Losing a key player with eligibility remaining is never easy on any coach and Faine—-who played more minutes than any other Irish player this season--indicated that Tyrone Willingham didn't want his star player to leave. "He definitely wanted me to come back and he definitely urged me to come back," Faine stressed. "Once he figured out that I was pretty concrete in my decision, he gave me his blessing and thought I was making the right decision for me personally. I think he handled it the best he could."
Faine also tapped into some advice from some former Notre Dame teammates and past stars. "I talked to Mike Gandy and Rocky Boiman," Faine said. "I actually just started talking to Aaron Taylor, just on general life basically. I just hooked up with him for the first time at (the) USC (game). But for the most part, it has been Mike Gandy that I have talked to about the NFL draft and just getting ready and how to lift."
Gandy was the last Irish offensive lineman to be drafted – in the third round (68th pick overall) by the Chicago Bears in 2001. Luke Petitgout, 19th overall by the New York Giants in 1999, was the last ND offensive lineman to be drafted in the first round.
According to the Notre Dame Football Media Guide, the last Notre Dame center to be drafted was Tim Ruddy, in the second round (65th overall) by the Miami Dolphins in 1994. Gene McGuire (1992, fourth round) and Mike Heldt (1991, 10th round) were the other Irish snappers drafted in the 90's.
Faine plans to finish his degree and graduate before he moves on to the draft. He's in the College of Arts and Letters, majoring in film, television and theatre. With a major like that, it's too bad the NFL doesn't have a team in LA to draft Faine. "It's going to be worthwhile to finish my degree and not just pull out and come back and get it later," he said. "That's going to be my goal to finish up and to get what I came there for in the first part which was my degree."

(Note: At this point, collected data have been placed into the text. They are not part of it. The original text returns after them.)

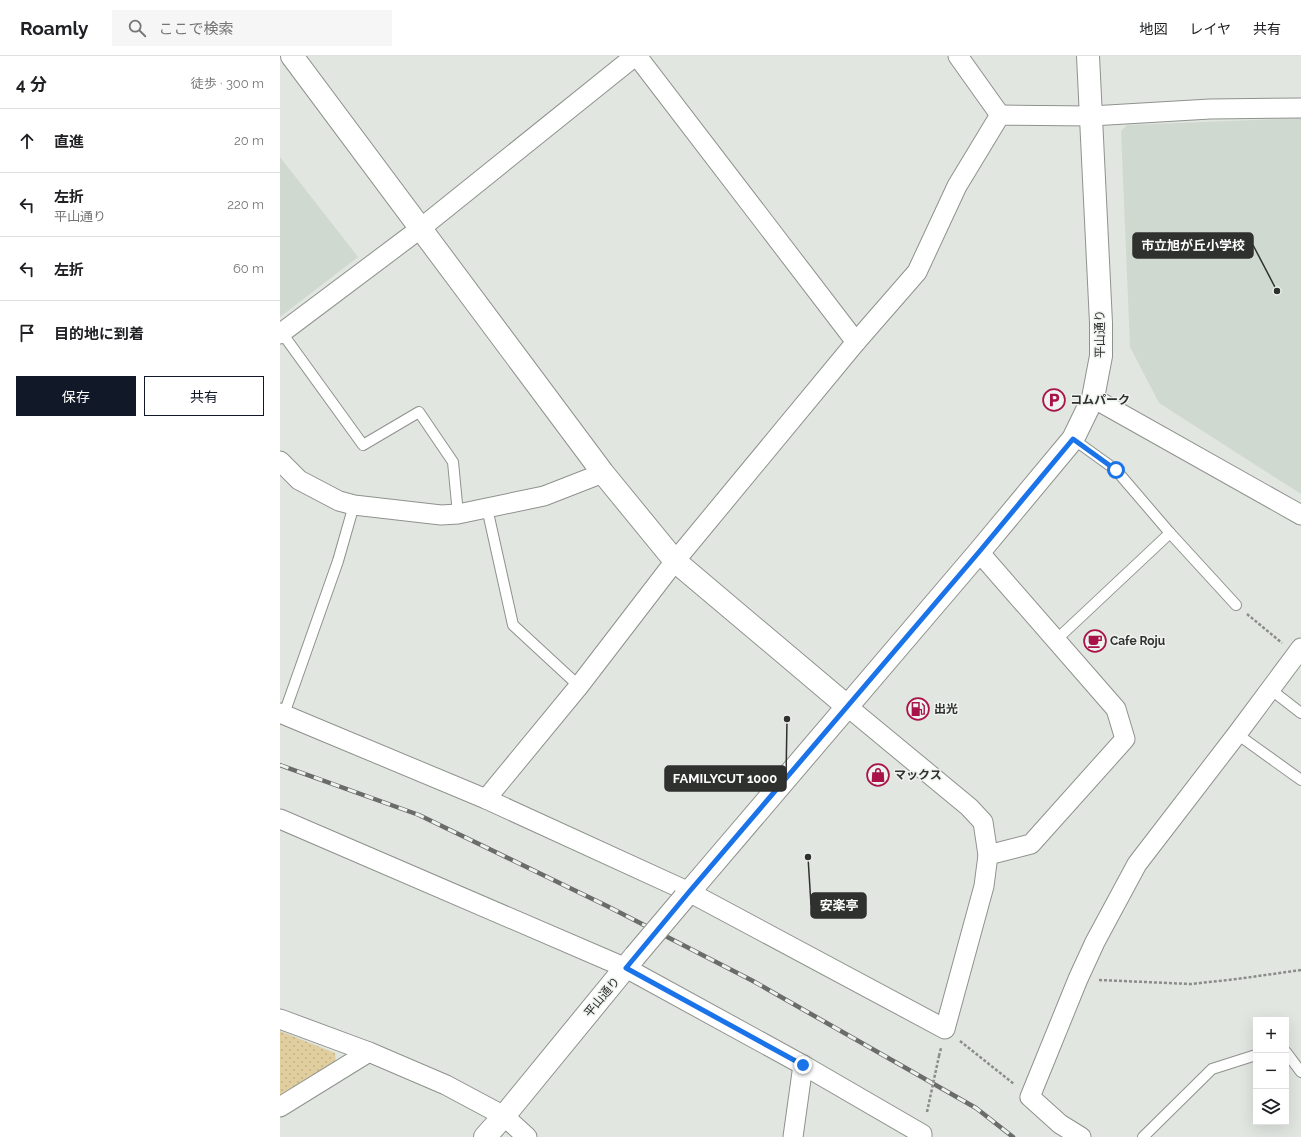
<!DOCTYPE html>
<html lang="ja">
<meta charset="utf-8">
<style>
:root{--surface:#fff;--page:#f6f6f6;--text:#202124;--muted:#757577;--line:#e0e0e0;--accent:#111827}
body{margin:0;font-family:Raleway,"Noto Sans JP",sans-serif;background:var(--page);color:var(--text)}
.controls{position:absolute;right:12px;bottom:12px;display:grid;overflow:hidden;border-radius:0px;box-shadow:0 4px 16px #0002}
.controls button{width:36px;height:36px;display:grid;place-items:center;padding:0;border:0;border-bottom:1px solid var(--line);background:var(--surface);color:var(--text);font:20px sans-serif}
.stop{position:absolute;width:12px;height:12px;margin:-9px;border:3px solid #1a73e8;border-radius:50%;background:#fff}
.stop.end{background:#1a73e8;border-color:#fff;box-shadow:0 1px 4px #0008}
.list{margin:0;padding:0;list-style:none}
h2{display:flex;justify-content:space-between;align-items:center;height:52px;margin:0;padding:0 16px;font-size:17px}
h2 small{font-size:13px;font-weight:400;color:var(--muted)}
.list li{display:grid;grid-template-columns:26px 1fr auto;gap:12px;align-items:center;box-sizing:border-box;height:64px;padding:0 16px;border-top:1px solid var(--line)}
.list b{display:block;font-size:15px;white-space:nowrap}
.list p{margin:0;font-size:13px;white-space:nowrap;color:var(--muted)}
.list em{font-size:13px;font-style:normal;color:var(--muted)}
.actions{display:flex;gap:8px;padding:12px 16px}
.actions a{flex:1;padding:9px 0;border:1px solid var(--accent);border-radius:0px;text-align:center;font-size:14px;color:var(--accent)}
.actions .main{background:var(--accent);color:#fff}
.icon{flex:none;width:22px;height:22px;fill:none;stroke:currentColor;stroke-width:2;stroke-linecap:round;stroke-linejoin:round}
.map{position:relative;flex:none;width:1021px;height:1081px;overflow:hidden}
header{display:flex;align-items:center;gap:24px;box-sizing:border-box;height:56px;padding:0 20px;background:var(--surface);border-bottom:1px solid var(--line)}
header strong{font-size:19px}
nav{display:flex;gap:22px;margin-inline-start:auto;font-size:14px}
.search{width:280px;height:36px;background:var(--page);display:flex;align-items:center;gap:10px;box-sizing:border-box;padding:0 14px;border-radius:0px;color:var(--muted);font-size:15px}
main{display:flex}
aside{flex:1;background:var(--surface)}
.map>svg:first-child{display:block}
.built{fill:#d0d9cf}
.park{fill:url(#park-dots)}
.lines{fill:none;stroke-linecap:round;stroke-linejoin:round}
.lane-casing{stroke:#8e928d;stroke-width:12}
.street-casing{stroke:#8e928d;stroke-width:21}
.secondary-casing{stroke:#8e928d;stroke-width:24}
.path{stroke:#898c88;stroke-width:2.5;stroke-dasharray:3 2;stroke-linecap:butt}
.lane{stroke:#fff;stroke-width:10}
.street{stroke:#fff;stroke-width:19}
.secondary{stroke:#fff;stroke-width:22}
.rail-casing{stroke:#696c69;stroke-width:4.5}
.rail{stroke:#eff3ef;stroke-width:3;stroke-dasharray:9;stroke-linecap:butt}
.secondary-bridge-casing{stroke:#8e928d;stroke-width:24;stroke-linecap:butt}
.path-bridge{stroke:#898c88;stroke-width:2.5;stroke-dasharray:3 2;stroke-linecap:butt}
.secondary-bridge{stroke:#fff;stroke-width:22}
.route{stroke:#1a73e8;stroke-width:5}
.labels{text-anchor:middle;stroke-width:3;stroke-linejoin:round;paint-order:stroke}
.street-label{font-size:12px;fill:#2f312f;stroke:#eff3ef}
.poi-label{font-size:12px;font-weight:bold;fill:#2f312f;stroke:#eff3ef;text-anchor:start}
.leader{fill:none;stroke:#2f312f;stroke-width:1.5}
.callout-dot{fill:#2f312f;stroke:#eff3ef;stroke-width:1.5}
.callout{fill:#2f312f;stroke:#2f312f;stroke-width:1.5}
.callout-label{font-size:13px;text-anchor:middle;font-weight:bold;fill:#fff}
</style>
<header>
<strong>Roamly</strong>
<div class="search"><svg class="icon" aria-label="search" viewBox="0 0 24 24"><circle cx="10" cy="10" r="6"/><path d="M15 15l6 6"/></svg>ここで検索</div>
<nav><a>地図</a><a>レイヤ</a><a>共有</a></nav>
</header>
<main>
<aside>
<h2>4 分<small>徒歩 · 300 m</small></h2>
<ul class="list">
<li><svg class="icon" aria-label="ahead" viewBox="0 0 24 24"><path d="M12 20V5M6 11l6-6 6 6"/></svg><div><b>直進</b></div><em>20 m</em></li>
<li><svg class="icon" aria-label="left" viewBox="0 0 24 24"><path d="M17 20v-9H6M10 6l-5 5 5 5"/></svg><div><b>左折</b><p>平山通り</p></div><em>220 m</em></li>
<li><svg class="icon" aria-label="left" viewBox="0 0 24 24"><path d="M17 20v-9H6M10 6l-5 5 5 5"/></svg><div><b>左折</b></div><em>60 m</em></li>
<li><svg class="icon" aria-label="arrive" viewBox="0 0 24 24"><path d="M6 21V4h12l-3 4 3 4H6"/></svg><div><b>目的地に到着</b></div></li>
</ul>
<div class="actions"><a class="main">保存</a><a>共有</a></div>
</aside>
<div class="map">
<svg width="1021" height="1081" viewBox="0 0 1021 1081">
<defs>
<pattern id="park-dots" width="8" height="8" patternUnits="userSpaceOnUse"><rect width="8" height="8" fill="#e1ce9e"/><path d="M2 2h.1M6 6h.1" fill="none" stroke="#c1b188" stroke-width="1.8" stroke-linecap="round"/></pattern>
</defs>
<rect width="100%" height="100%" fill="#e2e6e1"/>
<g class="built">
<path d="M1021,62V438L879,347L850,291L841,75L847,69Z"/>
<path d="M0,101L78,201L0,261Z"/>
</g>
<path class="park" d="M0,975L55,997L56,1008L0,1040Z"/>
<g class="lines">
<g class="lane-casing">
<g id="lane">
<path d="M2,277L83,389L139,356L173,406L178,458"/>
<path d="M793,383L836,414L890,477L956,549"/>
<path d="M207,452L233,569L299,630"/>
<path d="M776,584L890,477"/>
<path d="M990,633L1021,657"/>
<path d="M4,658L58,505L74,449"/>
<path d="M957,678L1021,724"/>
<path d="M1006,996L1021,1016"/>
<path d="M863,1081L932,1013L976,999"/>
</g>
</g>
<g class="street-casing">
<g id="street">
<path d="M357,0L576,286"/>
<path d="M678,0L720,59"/>
<path d="M0,278L141,172L355,0"/>
<path d="M813,342L1021,459"/>
<path d="M0,405L19,424L59,445L74,449L161,459L178,458L264,440L323,417"/>
<path d="M699,496L836,653L845,683L751,788L708,799"/>
<path d="M0,657L206,743L409,836L665,973L704,830L708,799L703,766L689,751L568,651"/>
<path d="M206,743L299,630L395,505L576,286L637,216L677,130L720,59L811,60L930,53L1021,52"/>
<path d="M0,763L346,912L523,1009L642,1078V1081"/>
<path d="M0,963L89,996L166,1029L224,1060L247,1081"/>
<path d="M0,1051L89,996"/>
<path d="M513,1081L523,1009"/>
<path d="M801,1081L780,1068L750,1041L798,923L815,886L857,808L957,678L1021,592"/>
</g>
</g>
<g class="secondary-casing">
<g id="secondary">
<path d="M12,0L323,417L395,505L568,651"/>
<path d="M404,842L699,496L793,383L813,342L821,300V267L808,0"/>
<path d="M205,1081L224,1060L355,900"/>
</g>
</g>
<g class="path">
<path d="M967,558L1002,587"/>
<path d="M819,924L911,928L957,923L1021,914"/>
<path d="M680,985L734,1028"/>
<path d="M659,1000L661,992"/>
</g>
<use href="#lane" class="lane"/>
<use href="#street" class="street"/>
<use href="#secondary" class="secondary"/>
<g class="rail-casing">
<path id="rail" d="M0,709L139,759L327,850L473,925L696,1052L733,1081"/>
</g>
<use href="#rail" class="rail"/>
<g class="secondary-bridge-casing">
<path id="secondary-bridge" d="M355,900L404,842"/>
</g>
<path class="path-bridge" d="M647,1056L659,1000"/>
<use href="#secondary-bridge" class="secondary-bridge"/>
</g>
<g class="lines">
<path class="route" d="M523,1009L346,912L409,836L699,496L793,383L836,414"/>
</g>
<defs>
<g id="parking-ring" transform="scale(1.15)"><circle r="9.5" fill="#eff3ef" stroke="#a81349" stroke-width="1.5"/><path d="M-3.5-5.5H1a3.5 3.5 0 0 1 0 7H-1V5.5H-3.5ZM-1-3.4V-.6H.8a1.4 1.4 0 0 0 0-2.8Z" fill="#a81349"/></g>
<g id="cafe-ring" transform="scale(1.15)"><circle r="9.5" fill="#eff3ef" stroke="#a81349" stroke-width="1.5"/><path d="M-5.5-4.5H6V0H3Q3 3.5 0 3.5H-2.5Q-5.5 3.5-5.5 0ZM3-3.2v2h1.7v-2ZM-6 4.5H4V6H-6Z" fill="#a81349"/></g>
<g id="fuel-ring" transform="scale(1.15)"><circle r="9.5" fill="#eff3ef" stroke="#a81349" stroke-width="1.5"/><path d="M-5.5-6h7V0h2V4h1.3V-2.5L3-4.5l.8-.8L6-3V5H2.5V1h-1V6h-7ZM-4.2-4.7v3.2H.2V-4.7Z" fill="#a81349"/></g>
<g id="shop-ring" transform="scale(1.15)"><circle r="9.5" fill="#eff3ef" stroke="#a81349" stroke-width="1.5"/><path d="M-5-2.5h2.3a2.7 3.5 0 0 1 5.4 0H5L5.5 6h-11ZM-1.5-2.5h3a1.5 2.3 0 0 0-3 0Z" fill="#a81349"/></g>
</defs>
<g fill-rule="evenodd">
<use href="#parking-ring" x="774" y="344"/>
<use href="#cafe-ring" x="815" y="585"/>
<use href="#fuel-ring" x="638" y="653"/>
<use href="#shop-ring" x="598" y="719"/>
</g>
<g class="labels">
<g class="street-label">
<text transform="translate(820 278) rotate(-90)" y="4">平山通り</text>
<text transform="translate(322 941) rotate(-50)" y="4">平山通り</text>
</g>
<g class="poi-label">
<text x="790" y="348">コムパーク</text>
<text x="830" y="589">Cafe Roju</text>
<text x="654" y="657">出光</text>
<text x="614" y="723">マックス</text>
</g>
</g>
<path class="leader" d="M997 235L973 189M507 663L506 723M528 801L531 849"/>
<g class="callout-dot">
<circle cx="997" cy="235" r="4"/>
<circle cx="507" cy="663" r="4"/>
<circle cx="528" cy="801" r="4"/>
</g>
<g class="callout">
<rect x="853" y="177" width="120" height="25" rx="4"/>
<rect x="385" y="710" width="121" height="25" rx="4"/>
<rect x="531" y="837" width="55" height="25" rx="4"/>
</g>
<g class="callout-label">
<text x="913" y="194">市立旭が丘小学校</text>
<text x="445" y="727">FAMILYCUT 1000</text>
<text x="559" y="854">安楽亭</text>
</g>
</svg>
<div class="controls">
<button>+</button>
<button>−</button>
<button><svg class="icon" aria-label="layers" viewBox="0 0 24 24"><path d="M12 4l9 5-9 5-9-5zM3 14l9 5 9-5"/></svg></button>
</div>
<div class="stop" style="left:836px;top:414px"></div>
<div class="stop end" style="left:523px;top:1009px"></div>
</div>
</main>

Faine will be difficult to replace next year for the Irish. Zach Giles and Bob Morton figure on being the two challengers to replace him and Faine couldn't handicap that race. "I really couldn't give you a hands down favorite," he said. "Bob Morton, I can't put my finger on it with him yet because he has been injured all year. He has a lot of raw talent, came in and looked like a very well coached player. If he has the hands up on Zach Giles at all, it's from a pure technique. I think it's going to be a good battle between those two. I think Darin Mitchell might even be in the mix there so it's going to be an interesting spring at that position."
In recruiting circles, Giles was a highly regarded offensive guard prospect from Marshfield, MA, in the 2001 recruiting class. Morton, from McKinney, TX ,was widely considering the top center prospect in the country in the 2002 recruiting class.